Gatwick, miraculously, was snow-free. Aeroplanes were landing and other aeroplanes were taking off. In spite of the apocalyptic travel and weather warnings on my phone throughout the day, I’d done it. The thought of being catapulted above the capital’s freezing chaos, then swinging southwards and stepping out two hours later among the Emperor palms and black Mercedes taxis of Aéroport Nice Côte d’Azur was an attractive one. I celebrated it with a scoop at the bar.

The young easyJet woman at gate 52 had not yet begun to check passports and boarding passes. A queue formed. Grant Lazlo’s ‘Heard It Through The Grapevine’ gave way to His Royal Highness Lee ‘Scratch’ Perry. Mr Perry was having a party and planning the guest list. The World Bank was going to be there. I scrutinised the faces in the queue. They expressed a mixture of relief and exhaustion, presumably as mine did. I extracted my passport and got my boarding pass up on my phone. Seat 23E. A middle seat again. No matter. It was a short flight. When the trolley came around I’d have a Bombay and Fever-Tree and be thankful. Now the easyJet woman was speaking on the phone. Usually there were two members of staff checking passes. Maybe she was reminding the other one that it was time she was here.

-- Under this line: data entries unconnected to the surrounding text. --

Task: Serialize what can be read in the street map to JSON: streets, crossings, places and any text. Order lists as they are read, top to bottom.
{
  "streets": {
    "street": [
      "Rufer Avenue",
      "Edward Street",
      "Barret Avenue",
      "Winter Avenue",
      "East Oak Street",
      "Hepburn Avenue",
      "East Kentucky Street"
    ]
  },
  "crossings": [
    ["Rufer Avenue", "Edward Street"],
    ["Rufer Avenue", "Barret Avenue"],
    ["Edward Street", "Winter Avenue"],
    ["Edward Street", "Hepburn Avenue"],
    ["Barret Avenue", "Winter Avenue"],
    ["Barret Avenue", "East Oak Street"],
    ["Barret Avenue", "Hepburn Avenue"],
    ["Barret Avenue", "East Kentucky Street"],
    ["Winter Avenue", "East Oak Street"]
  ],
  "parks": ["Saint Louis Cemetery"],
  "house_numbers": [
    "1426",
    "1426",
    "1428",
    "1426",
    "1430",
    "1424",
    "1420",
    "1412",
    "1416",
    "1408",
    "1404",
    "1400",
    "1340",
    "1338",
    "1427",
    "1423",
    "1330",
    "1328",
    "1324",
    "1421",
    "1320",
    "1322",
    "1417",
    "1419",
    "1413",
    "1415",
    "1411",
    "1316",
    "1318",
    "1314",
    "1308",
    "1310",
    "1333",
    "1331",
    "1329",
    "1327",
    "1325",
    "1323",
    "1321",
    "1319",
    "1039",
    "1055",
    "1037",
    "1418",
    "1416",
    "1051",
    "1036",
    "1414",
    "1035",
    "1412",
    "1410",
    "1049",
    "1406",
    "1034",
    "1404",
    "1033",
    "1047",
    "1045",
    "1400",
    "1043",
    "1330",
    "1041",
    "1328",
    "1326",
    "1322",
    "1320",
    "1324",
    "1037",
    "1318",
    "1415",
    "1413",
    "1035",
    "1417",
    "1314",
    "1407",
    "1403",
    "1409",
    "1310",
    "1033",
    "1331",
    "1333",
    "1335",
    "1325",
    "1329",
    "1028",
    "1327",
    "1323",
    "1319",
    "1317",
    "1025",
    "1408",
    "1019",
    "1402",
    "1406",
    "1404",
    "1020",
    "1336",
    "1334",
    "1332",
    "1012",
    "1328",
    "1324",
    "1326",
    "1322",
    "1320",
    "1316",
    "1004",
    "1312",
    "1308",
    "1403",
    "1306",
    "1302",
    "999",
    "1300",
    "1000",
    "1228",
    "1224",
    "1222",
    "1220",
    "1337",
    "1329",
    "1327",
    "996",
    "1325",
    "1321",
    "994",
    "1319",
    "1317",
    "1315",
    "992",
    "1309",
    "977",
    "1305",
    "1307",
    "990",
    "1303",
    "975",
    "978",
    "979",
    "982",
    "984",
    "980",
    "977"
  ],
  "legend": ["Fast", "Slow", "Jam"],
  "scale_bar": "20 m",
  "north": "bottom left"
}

Another minute passed. Come on! I thought. Then she called for attention and addressed the queue. She had a piece of paper in her hand and referred to it. Calling for Speedy Boarders and those with young children, no doubt, I imagined. Bloody Speedy Boarders and their complacent faces, I thought, pushing themselves to the front and being curtseyed to.

But no. Judging by the horrified faces in the queue, she had not been calling for Speedy Boarders. It must have been something else. What could she have been saying? Prompted by a cruel, insane or nationalist whim, had she perhaps read out Max Mosley’s 1961 by-election campaign leaflet for his Union Movement candidate word for word?

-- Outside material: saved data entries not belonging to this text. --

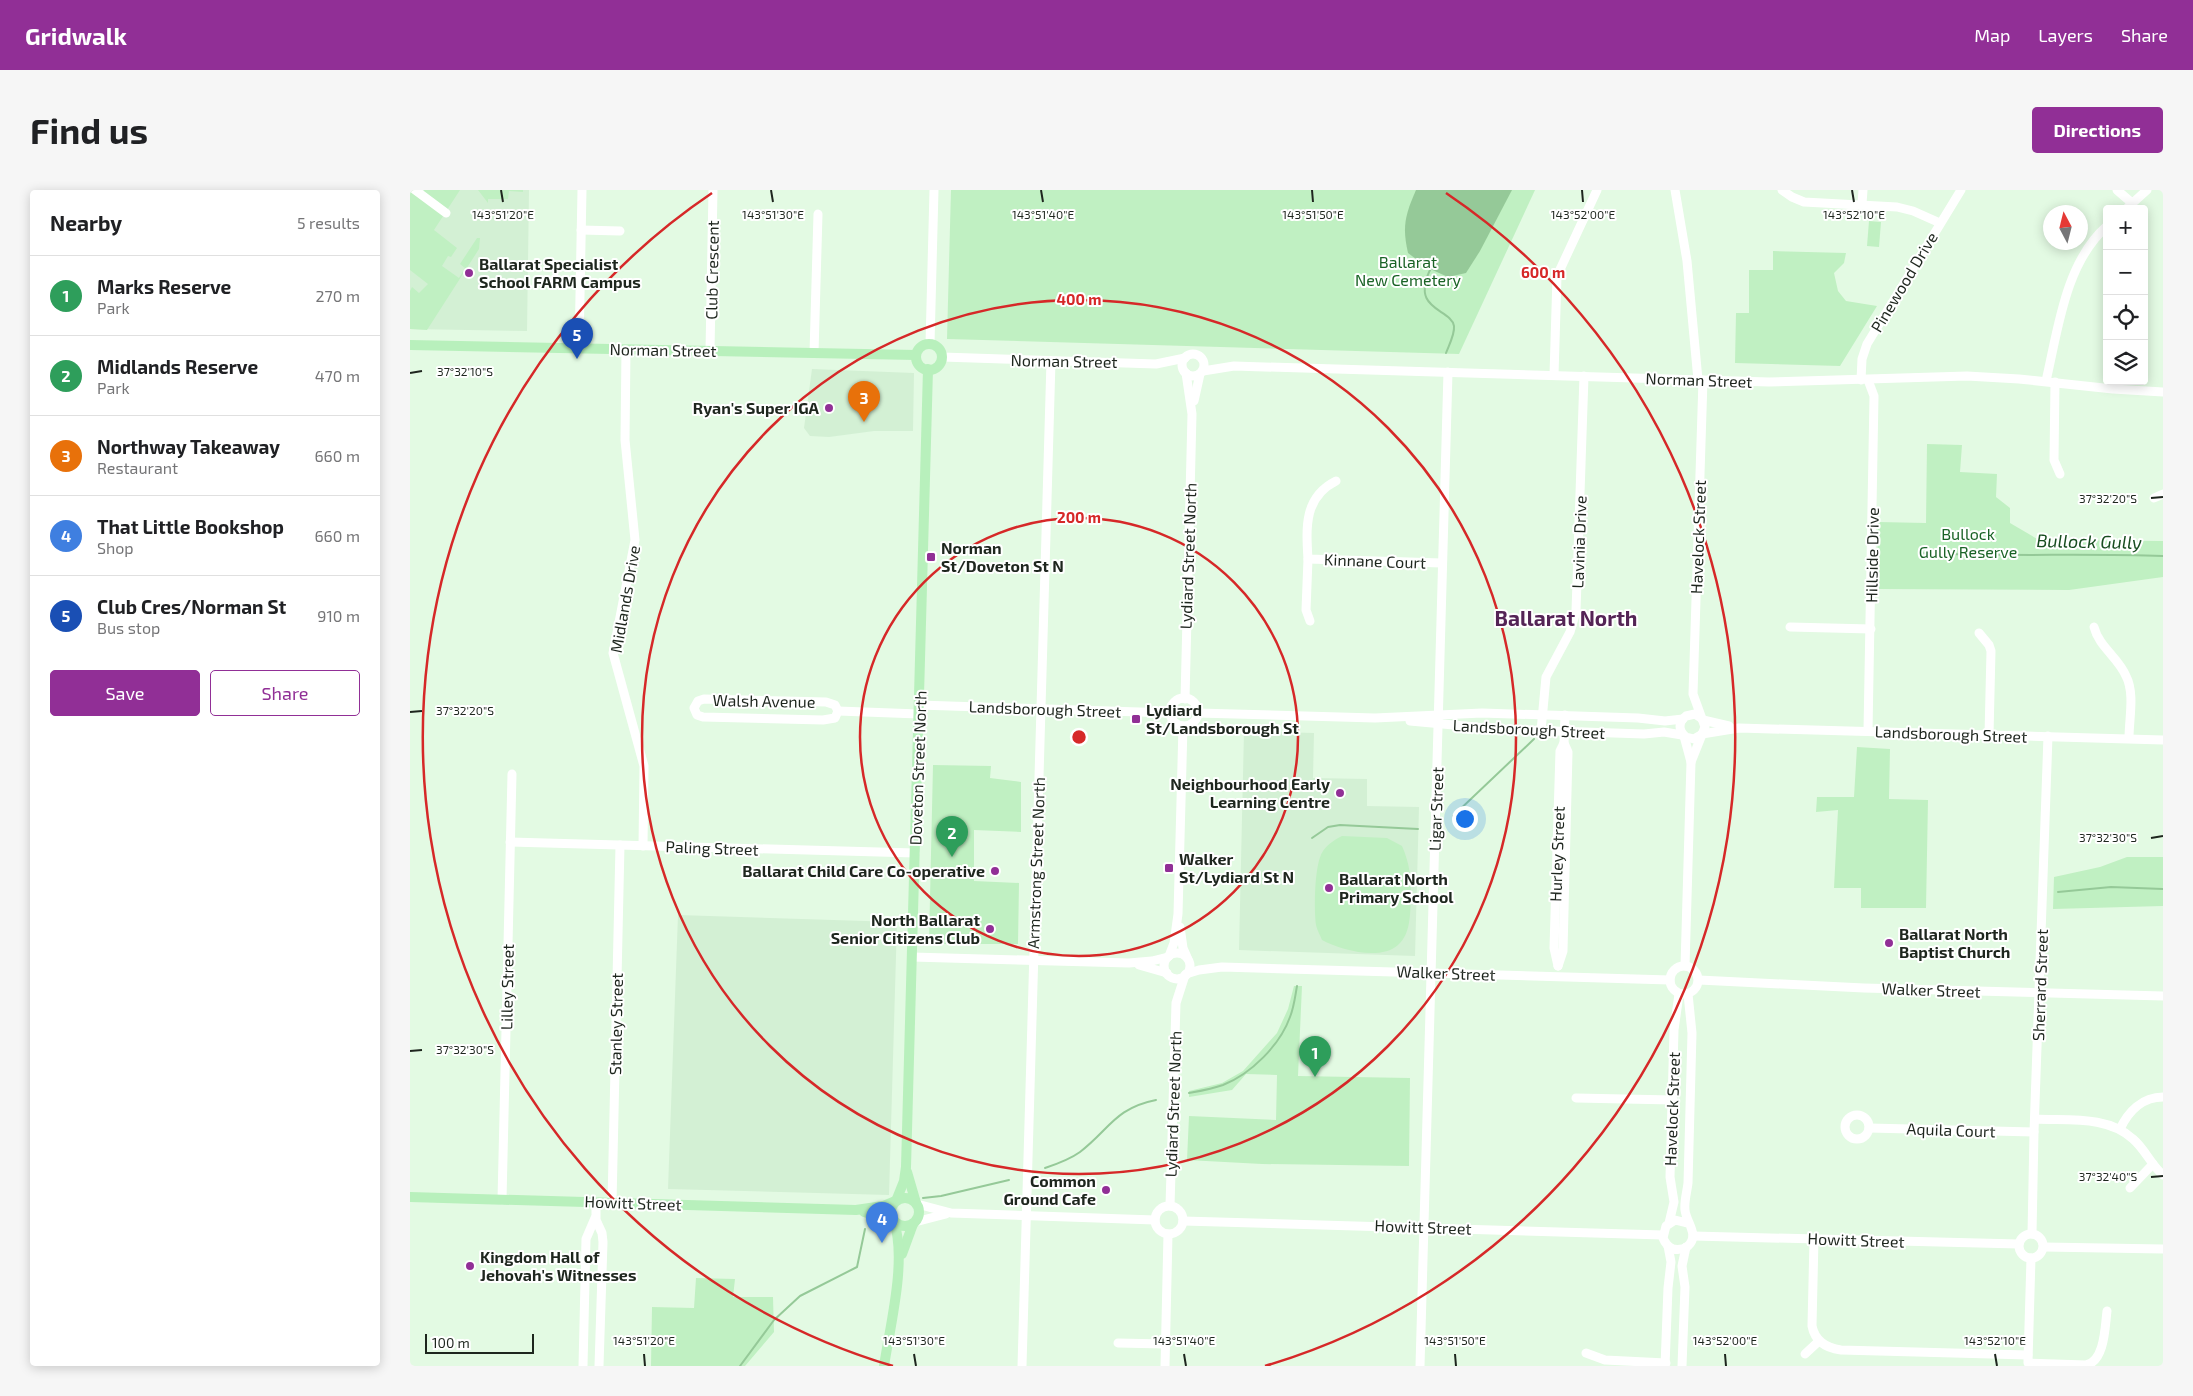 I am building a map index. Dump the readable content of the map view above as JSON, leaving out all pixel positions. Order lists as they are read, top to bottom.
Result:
{
  "streets": {
    "main road": ["Norman Street", "Doveton Street North", "Howitt Street"],
    "street": [
      "Club Crescent",
      "Pinewood Drive",
      "Havelock Street",
      "Lavinia Drive",
      "Hillside Drive",
      "Lydiard Street North",
      "Kinnane Court",
      "Midlands Drive",
      "Walsh Avenue",
      "Landsborough Street",
      "Ligar Street",
      "Paling Street",
      "Hurley Street",
      "Armstrong Street North",
      "Walker Street",
      "Sherrard Street",
      "Lilley Street",
      "Stanley Street",
      "Aquila Court"
    ]
  },
  "crossings": [
    ["Club Crescent", "Norman Street"],
    ["Pinewood Drive", "Norman Street"],
    ["Pinewood Drive", "Hillside Drive"],
    ["Norman Street", "Havelock Street"],
    ["Norman Street", "Lavinia Drive"],
    ["Norman Street", "Hillside Drive"],
    ["Norman Street", "Lydiard Street North"],
    ["Norman Street", "Midlands Drive"],
    ["Norman Street", "Doveton Street North"],
    ["Norman Street", "Ligar Street"],
    ["Norman Street", "Armstrong Street North"],
    ["Havelock Street", "Landsborough Street"],
    ["Havelock Street", "Walker Street"],
    ["Havelock Street", "Howitt Street"],
    ["Lavinia Drive", "Landsborough Street"],
    ["Hillside Drive", "Landsborough Street"],
    ["Lydiard Street North", "Landsborough Street"],
    ["Lydiard Street North", "Walker Street"],
    ["Lydiard Street North", "Howitt Street"],
    ["Kinnane Court", "Ligar Street"],
    ["Midlands Drive", "Paling Street"],
    ["Walsh Avenue", "Landsborough Street"],
    ["Walsh Avenue", "Doveton Street North"],
    ["Landsborough Street", "Doveton Street North"],
    ["Landsborough Street", "Ligar Street"],
    ["Landsborough Street", "Hurley Street"],
    ["Landsborough Street", "Armstrong Street North"],
    ["Landsborough Street", "Sherrard Street"],
    ["Doveton Street North", "Paling Street"],
    ["Doveton Street North", "Howitt Street"],
    ["Ligar Street", "Walker Street"],
    ["Ligar Street", "Howitt Street"],
    ["Paling Street", "Lilley Street"],
    ["Paling Street", "Stanley Street"],
    ["Hurley Street", "Walker Street"],
    ["Walker Street", "Sherrard Street"],
    ["Sherrard Street", "Aquila Court"],
    ["Sherrard Street", "Howitt Street"],
    ["Lilley Street", "Howitt Street"],
    ["Stanley Street", "Howitt Street"]
  ],
  "districts": ["Ballarat North"],
  "water": ["Bullock Gully"],
  "parks": ["Ballarat New Cemetery", "Bullock Gully Reserve"],
  "places": {
    "other": [
      "Ballarat Specialist School FARM Campus",
      "Ryan's Super IGA",
      "Neighbourhood Early Learning Centre",
      "Ballarat Child Care Co-operative",
      "Ballarat North Primary School",
      "North Ballarat Senior Citizens Club",
      "Ballarat North Baptist Church",
      "Common Ground Cafe",
      "Kingdom Hall of Jehovah's Witnesses"
    ],
    "transit": ["Norman St/Doveton St N", "Lydiard St/Landsborough St", "Walker St/Lydiard St N"]
  },
  "scale_bar": "100 m",
  "north": "top",
  "page": {
    "header": "Gridwalk",
    "nav": ["Map", "Layers", "Share"],
    "buttons": [
      "Directions",
      ["Save", "Share"]
    ],
    "title": "Find us",
    "heading": ["Nearby", "5 results"],
    "map_buttons": ["+", "−"],
    "list": [
      {
        "mark": "1",
        "name": "Marks Reserve",
        "note": "Park",
        "value": "270 m"
      },
      {
        "mark": "2",
        "name": "Midlands Reserve",
        "note": "Park",
        "value": "470 m"
      },
      {
        "mark": "3",
        "name": "Northway Takeaway",
        "note": "Restaurant",
        "value": "660 m"
      },
      {
        "mark": "4",
        "name": "That Little Bookshop",
        "note": "Shop",
        "value": "660 m"
      },
      {
        "mark": "5",
        "name": "Club Cres/Norman St",
        "note": "Bus stop",
        "value": "910 m"
      }
    ],
    "pins": [
      "5",
      "3",
      "2",
      "1",
      "4"
    ],
    "scale": "100 m"
  },
  "coordinates": [
    "143°51'20\"E",
    "143°51'30\"E",
    "143°51'40\"E",
    "143°51'50\"E",
    "143°52'00\"E",
    "143°52'10\"E",
    "37°32'10\"S",
    "37°32'20\"S",
    "37°32'30\"S",
    "37°32'40\"S"
  ],
  "rings": ["600 m", "400 m", "200 m"]
}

Then, as Mr Perry urged his party guests to bring plenty of weed, everyone suddenly surged past the desk without having to show anything, and many of us sank down into the fixed rows of extra-hard seats reserved for those passengers who aren’t Speedy Boarders. Many, I sensed, were sitting down to help them absorb a shock. I unpicked the earbuds from my lugholes, turned to the woman sitting next to me and asked her what was going on. ‘Cancelled,’ she said brightly. ‘Bad weather over France.’ ‘Come far?’ I asked her. ‘Only Chichester,’ she said. A Frenchman was giving vent to a torrent of his language’s limited range of obscenities, aimed at no one in particular. The easyJet woman was explaining and being listened to with interest and politeness. I screwed my earbuds back into my earholes.

Then we were shepherded along more corridors, then through immigration and before long I was back outside in the chaotic toilet that is Gatwick airport railway station. The lady announcer was telling passengers about one cancelled train after another. ‘This is due’ — then a pause, as though she was consulting a list of excuses — ‘to snow’.